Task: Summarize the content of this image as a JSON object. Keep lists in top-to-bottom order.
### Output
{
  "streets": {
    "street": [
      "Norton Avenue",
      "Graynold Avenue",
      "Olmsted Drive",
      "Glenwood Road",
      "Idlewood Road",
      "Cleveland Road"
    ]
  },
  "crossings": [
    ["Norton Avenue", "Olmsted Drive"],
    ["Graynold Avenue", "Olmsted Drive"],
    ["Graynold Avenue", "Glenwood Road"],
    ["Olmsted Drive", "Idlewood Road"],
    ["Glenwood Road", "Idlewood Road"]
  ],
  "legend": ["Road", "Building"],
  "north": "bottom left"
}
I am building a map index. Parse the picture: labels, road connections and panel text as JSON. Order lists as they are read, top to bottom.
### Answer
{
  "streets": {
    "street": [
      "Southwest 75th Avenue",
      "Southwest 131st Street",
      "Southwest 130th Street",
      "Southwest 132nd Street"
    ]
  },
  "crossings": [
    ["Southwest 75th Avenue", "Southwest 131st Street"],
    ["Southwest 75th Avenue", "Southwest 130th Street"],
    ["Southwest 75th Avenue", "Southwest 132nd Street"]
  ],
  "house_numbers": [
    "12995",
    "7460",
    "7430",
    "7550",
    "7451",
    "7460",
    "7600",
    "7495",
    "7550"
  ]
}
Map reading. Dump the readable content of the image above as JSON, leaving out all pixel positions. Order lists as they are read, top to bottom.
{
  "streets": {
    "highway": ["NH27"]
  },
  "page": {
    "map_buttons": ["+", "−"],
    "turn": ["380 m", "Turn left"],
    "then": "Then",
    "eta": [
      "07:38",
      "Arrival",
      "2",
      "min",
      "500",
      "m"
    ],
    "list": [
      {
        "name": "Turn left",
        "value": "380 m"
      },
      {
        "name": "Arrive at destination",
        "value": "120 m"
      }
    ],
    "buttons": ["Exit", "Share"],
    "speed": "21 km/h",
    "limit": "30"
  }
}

EXERCISE GOAL: Repeat the material in full. Nothing may differ.

ANSWER TO THIS TASK:
Task: Summarize the content of this image as a JSON object. Keep lists in top-to-bottom order.
### Output
{
  "streets": {
    "street": [
      "Norton Avenue",
      "Graynold Avenue",
      "Olmsted Drive",
      "Glenwood Road",
      "Idlewood Road",
      "Cleveland Road"
    ]
  },
  "crossings": [
    ["Norton Avenue", "Olmsted Drive"],
    ["Graynold Avenue", "Olmsted Drive"],
    ["Graynold Avenue", "Glenwood Road"],
    ["Olmsted Drive", "Idlewood Road"],
    ["Glenwood Road", "Idlewood Road"]
  ],
  "legend": ["Road", "Building"],
  "north": "bottom left"
}
I am building a map index. Parse the picture: labels, road connections and panel text as JSON. Order lists as they are read, top to bottom.
### Answer
{
  "streets": {
    "street": [
      "Southwest 75th Avenue",
      "Southwest 131st Street",
      "Southwest 130th Street",
      "Southwest 132nd Street"
    ]
  },
  "crossings": [
    ["Southwest 75th Avenue", "Southwest 131st Street"],
    ["Southwest 75th Avenue", "Southwest 130th Street"],
    ["Southwest 75th Avenue", "Southwest 132nd Street"]
  ],
  "house_numbers": [
    "12995",
    "7460",
    "7430",
    "7550",
    "7451",
    "7460",
    "7600",
    "7495",
    "7550"
  ]
}
Map reading. Dump the readable content of the image above as JSON, leaving out all pixel positions. Order lists as they are read, top to bottom.
{
  "streets": {
    "highway": ["NH27"]
  },
  "page": {
    "map_buttons": ["+", "−"],
    "turn": ["380 m", "Turn left"],
    "then": "Then",
    "eta": [
      "07:38",
      "Arrival",
      "2",
      "min",
      "500",
      "m"
    ],
    "list": [
      {
        "name": "Turn left",
        "value": "380 m"
      },
      {
        "name": "Arrive at destination",
        "value": "120 m"
      }
    ],
    "buttons": ["Exit", "Share"],
    "speed": "21 km/h",
    "limit": "30"
  }
}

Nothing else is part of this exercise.